Mesmo que Biden seja capaz de superar a pressão dos militares, da CIA e do Congresso para fechar Guantánamo, a justiça ainda estará ausente.
Mesmo que Biden seja capaz de superar a pressão dos militares, da CIA e do Congresso para fechar Guantánamo, a justiça ainda estará ausente. Por Ramzy Baroud | Mintpress News – Tradução de Pedro Marin para a Revista Opera
(Foto: Justin Norman)

“Esse é certamente nosso objetivo e nossa intenção.” Esta foi a resposta evasiva dada pela secretária de imprensa da Casa Branca, Jen Psaki, quando, em 12 de fevereiro, um repórter perguntou a ela se o novo governo de Joe Biden pretende fechar a notória prisão da Baía de Guantánamo até o fim do primeiro mandato do presidente.

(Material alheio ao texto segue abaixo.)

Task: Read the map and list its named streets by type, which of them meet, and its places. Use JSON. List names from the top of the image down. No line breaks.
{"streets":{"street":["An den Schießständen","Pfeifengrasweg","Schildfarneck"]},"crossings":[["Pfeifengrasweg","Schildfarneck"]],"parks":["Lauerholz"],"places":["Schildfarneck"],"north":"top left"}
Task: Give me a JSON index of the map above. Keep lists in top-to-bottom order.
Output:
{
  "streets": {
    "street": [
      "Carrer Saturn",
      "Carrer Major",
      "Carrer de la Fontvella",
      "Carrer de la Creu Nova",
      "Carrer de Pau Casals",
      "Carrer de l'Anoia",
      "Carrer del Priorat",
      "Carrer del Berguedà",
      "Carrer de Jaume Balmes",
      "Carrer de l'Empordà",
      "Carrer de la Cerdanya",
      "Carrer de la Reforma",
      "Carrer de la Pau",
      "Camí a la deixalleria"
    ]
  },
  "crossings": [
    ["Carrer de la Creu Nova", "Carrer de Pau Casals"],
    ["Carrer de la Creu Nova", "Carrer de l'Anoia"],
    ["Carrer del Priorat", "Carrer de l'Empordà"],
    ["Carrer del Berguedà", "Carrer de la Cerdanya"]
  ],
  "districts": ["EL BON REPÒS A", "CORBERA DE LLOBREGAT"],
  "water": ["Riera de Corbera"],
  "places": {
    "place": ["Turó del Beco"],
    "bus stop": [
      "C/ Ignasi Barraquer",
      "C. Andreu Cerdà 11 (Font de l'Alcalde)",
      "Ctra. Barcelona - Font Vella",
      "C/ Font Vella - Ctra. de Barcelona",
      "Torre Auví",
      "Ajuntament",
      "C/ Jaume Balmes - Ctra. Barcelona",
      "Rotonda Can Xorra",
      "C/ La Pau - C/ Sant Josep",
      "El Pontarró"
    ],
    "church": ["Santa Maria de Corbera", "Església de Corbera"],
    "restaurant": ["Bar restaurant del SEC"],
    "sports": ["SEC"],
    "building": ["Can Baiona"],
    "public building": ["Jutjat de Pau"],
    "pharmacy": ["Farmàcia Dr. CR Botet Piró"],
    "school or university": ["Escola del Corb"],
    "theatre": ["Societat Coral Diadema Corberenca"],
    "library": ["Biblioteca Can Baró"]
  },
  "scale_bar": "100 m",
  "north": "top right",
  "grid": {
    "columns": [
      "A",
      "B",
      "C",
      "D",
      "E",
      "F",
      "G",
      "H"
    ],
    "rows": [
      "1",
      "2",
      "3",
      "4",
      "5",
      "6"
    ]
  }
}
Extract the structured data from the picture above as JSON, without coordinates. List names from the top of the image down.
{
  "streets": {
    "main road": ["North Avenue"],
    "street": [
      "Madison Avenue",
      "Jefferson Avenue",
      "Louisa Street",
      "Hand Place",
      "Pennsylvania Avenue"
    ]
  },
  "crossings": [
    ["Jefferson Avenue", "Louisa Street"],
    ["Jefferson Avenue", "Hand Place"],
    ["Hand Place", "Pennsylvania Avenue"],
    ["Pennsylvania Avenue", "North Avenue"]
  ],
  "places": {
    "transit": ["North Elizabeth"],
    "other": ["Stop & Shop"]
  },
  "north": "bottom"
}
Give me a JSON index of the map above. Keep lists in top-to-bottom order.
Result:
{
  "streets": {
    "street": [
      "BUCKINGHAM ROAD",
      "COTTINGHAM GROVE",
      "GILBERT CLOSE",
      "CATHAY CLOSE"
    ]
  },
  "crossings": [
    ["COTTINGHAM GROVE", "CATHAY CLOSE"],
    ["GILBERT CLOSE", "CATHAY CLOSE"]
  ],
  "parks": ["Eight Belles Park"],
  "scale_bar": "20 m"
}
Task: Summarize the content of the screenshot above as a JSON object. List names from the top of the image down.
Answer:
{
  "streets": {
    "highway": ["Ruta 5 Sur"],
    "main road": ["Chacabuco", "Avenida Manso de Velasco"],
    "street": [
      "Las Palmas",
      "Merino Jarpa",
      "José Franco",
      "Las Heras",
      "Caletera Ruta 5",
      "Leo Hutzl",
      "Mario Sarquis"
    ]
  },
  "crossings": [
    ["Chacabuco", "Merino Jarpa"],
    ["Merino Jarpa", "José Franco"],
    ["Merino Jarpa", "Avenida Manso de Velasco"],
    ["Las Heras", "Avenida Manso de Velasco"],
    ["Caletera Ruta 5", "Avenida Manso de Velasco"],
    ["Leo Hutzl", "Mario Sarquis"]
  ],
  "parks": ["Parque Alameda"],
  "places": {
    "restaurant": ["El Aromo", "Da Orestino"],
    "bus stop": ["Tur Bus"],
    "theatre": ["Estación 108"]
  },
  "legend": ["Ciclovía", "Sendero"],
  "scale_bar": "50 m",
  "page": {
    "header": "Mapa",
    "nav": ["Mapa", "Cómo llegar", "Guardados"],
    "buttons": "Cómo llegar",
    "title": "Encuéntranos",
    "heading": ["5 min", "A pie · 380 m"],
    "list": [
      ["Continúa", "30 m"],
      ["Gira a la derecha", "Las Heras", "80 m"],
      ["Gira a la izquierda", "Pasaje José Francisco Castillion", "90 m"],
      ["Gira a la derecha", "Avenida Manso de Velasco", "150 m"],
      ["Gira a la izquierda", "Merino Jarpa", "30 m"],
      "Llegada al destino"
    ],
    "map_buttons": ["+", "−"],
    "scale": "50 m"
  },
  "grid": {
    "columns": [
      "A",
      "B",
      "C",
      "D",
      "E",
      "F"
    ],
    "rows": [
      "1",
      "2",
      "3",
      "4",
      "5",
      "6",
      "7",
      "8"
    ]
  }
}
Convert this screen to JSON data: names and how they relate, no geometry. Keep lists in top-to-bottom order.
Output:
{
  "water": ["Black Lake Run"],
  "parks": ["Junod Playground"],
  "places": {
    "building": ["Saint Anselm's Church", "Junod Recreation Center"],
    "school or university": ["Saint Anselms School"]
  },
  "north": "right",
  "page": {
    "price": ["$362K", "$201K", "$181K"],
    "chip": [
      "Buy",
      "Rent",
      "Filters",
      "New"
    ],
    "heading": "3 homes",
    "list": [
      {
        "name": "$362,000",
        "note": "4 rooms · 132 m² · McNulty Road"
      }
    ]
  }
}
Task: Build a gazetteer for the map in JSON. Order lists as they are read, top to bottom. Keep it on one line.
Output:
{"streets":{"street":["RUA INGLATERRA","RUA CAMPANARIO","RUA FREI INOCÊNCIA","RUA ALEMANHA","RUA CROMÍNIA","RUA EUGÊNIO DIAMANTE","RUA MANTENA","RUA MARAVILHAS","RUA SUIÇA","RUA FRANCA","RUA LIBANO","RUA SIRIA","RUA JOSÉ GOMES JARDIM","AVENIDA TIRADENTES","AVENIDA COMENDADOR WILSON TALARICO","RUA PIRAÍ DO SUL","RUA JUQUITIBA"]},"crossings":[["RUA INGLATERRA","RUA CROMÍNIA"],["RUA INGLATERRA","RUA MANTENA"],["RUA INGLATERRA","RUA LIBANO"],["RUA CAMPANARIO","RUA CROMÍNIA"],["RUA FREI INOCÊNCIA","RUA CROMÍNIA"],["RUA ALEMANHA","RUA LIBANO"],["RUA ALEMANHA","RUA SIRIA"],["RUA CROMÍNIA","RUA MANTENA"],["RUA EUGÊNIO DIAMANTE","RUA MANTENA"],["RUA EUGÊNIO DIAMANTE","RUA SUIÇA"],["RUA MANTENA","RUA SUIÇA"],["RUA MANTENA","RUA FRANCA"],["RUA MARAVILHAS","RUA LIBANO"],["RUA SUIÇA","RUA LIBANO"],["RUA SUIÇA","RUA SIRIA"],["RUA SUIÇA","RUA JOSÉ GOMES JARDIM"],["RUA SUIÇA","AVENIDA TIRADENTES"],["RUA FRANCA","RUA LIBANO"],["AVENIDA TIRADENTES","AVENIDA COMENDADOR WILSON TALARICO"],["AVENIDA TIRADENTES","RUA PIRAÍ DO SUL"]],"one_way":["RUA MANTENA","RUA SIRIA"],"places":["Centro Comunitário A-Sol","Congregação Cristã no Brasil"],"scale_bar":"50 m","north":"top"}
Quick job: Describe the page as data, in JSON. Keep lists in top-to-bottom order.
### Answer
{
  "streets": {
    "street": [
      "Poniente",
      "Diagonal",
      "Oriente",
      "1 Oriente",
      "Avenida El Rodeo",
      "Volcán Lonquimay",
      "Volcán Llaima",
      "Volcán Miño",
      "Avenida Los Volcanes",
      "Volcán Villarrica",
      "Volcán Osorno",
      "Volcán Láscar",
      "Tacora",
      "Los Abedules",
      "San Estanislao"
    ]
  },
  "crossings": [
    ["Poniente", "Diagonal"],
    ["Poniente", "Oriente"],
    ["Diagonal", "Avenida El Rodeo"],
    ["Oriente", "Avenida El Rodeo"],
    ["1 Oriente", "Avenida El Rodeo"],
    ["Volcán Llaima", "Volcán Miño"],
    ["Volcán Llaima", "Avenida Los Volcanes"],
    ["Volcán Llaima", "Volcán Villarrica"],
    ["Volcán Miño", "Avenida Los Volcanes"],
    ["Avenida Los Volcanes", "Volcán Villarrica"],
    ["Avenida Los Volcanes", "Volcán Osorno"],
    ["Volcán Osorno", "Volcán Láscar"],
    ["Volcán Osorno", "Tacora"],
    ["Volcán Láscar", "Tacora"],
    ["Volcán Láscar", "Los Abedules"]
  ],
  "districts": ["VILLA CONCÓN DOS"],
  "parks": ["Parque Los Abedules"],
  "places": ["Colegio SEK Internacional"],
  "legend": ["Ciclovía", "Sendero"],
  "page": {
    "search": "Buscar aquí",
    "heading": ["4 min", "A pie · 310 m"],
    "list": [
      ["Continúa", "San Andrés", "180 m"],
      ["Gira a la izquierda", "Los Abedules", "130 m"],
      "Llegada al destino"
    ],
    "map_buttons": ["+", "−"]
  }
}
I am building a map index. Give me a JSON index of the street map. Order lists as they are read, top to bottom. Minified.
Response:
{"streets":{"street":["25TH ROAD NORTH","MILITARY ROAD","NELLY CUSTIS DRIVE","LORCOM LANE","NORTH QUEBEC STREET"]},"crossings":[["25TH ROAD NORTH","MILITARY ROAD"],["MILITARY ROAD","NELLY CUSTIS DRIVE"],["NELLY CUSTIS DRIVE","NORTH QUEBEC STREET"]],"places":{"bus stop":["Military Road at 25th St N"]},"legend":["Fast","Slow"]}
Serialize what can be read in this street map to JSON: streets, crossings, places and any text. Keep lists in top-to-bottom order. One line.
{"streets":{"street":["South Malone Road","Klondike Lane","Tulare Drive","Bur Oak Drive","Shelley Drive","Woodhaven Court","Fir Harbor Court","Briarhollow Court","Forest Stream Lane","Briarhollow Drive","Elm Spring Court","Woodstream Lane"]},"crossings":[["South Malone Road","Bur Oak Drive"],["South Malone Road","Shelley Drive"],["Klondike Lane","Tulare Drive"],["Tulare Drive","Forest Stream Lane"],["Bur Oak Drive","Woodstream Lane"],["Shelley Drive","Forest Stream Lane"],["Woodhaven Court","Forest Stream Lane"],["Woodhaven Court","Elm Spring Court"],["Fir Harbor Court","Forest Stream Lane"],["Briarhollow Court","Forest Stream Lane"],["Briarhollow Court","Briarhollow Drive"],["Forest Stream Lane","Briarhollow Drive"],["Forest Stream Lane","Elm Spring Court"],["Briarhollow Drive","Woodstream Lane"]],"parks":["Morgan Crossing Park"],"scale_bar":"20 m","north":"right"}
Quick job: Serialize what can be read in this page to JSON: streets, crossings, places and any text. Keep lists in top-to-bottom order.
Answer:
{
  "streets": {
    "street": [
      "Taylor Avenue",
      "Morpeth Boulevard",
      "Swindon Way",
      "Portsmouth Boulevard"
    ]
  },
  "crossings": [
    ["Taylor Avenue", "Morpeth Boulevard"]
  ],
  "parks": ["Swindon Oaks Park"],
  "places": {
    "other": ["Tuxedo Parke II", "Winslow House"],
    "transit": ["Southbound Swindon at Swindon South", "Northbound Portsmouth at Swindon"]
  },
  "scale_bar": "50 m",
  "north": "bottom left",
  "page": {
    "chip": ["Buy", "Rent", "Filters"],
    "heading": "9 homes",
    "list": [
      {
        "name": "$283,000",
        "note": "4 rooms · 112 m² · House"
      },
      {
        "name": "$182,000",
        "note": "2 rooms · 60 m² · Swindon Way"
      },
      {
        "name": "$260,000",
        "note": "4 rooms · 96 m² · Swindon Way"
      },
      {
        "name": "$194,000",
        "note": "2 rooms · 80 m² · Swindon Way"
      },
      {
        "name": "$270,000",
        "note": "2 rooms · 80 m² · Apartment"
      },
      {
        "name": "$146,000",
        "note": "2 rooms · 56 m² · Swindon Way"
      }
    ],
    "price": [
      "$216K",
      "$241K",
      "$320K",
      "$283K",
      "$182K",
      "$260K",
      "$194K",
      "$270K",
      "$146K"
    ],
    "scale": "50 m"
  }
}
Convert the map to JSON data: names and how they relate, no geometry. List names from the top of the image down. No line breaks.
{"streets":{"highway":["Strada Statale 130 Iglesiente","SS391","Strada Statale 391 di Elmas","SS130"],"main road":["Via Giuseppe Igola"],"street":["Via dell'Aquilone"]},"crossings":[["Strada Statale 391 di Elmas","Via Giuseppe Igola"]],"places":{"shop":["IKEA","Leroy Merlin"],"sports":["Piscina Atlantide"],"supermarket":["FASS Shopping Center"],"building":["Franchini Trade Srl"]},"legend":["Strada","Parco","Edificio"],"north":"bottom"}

A resposta de Psaki pode ter parecido tranquilizadora no sentido de que o sofrimento indescritível experimentado por centenas de homens neste gulag americano – muitos dos quais eram certamente inocentes – estaria finalmente chegando ao fim. No entanto, considerando a história de Guantánamo e a trilha de promessas quebradas pelo governo Barack Obama, a promessa do novo governo não é nada encorajadora.

Compare a nova linguagem com as diatribes apaixonadas de Obama sobre humanidade, justiça e valores americanos, que ele utilizou sempre que falava de Guantánamo. “Gitmo se tornou um símbolo em todo o mundo para uma América que desrespeita o estado de direito”, disse Obama em um discurso na National Defense University em maio de 2013.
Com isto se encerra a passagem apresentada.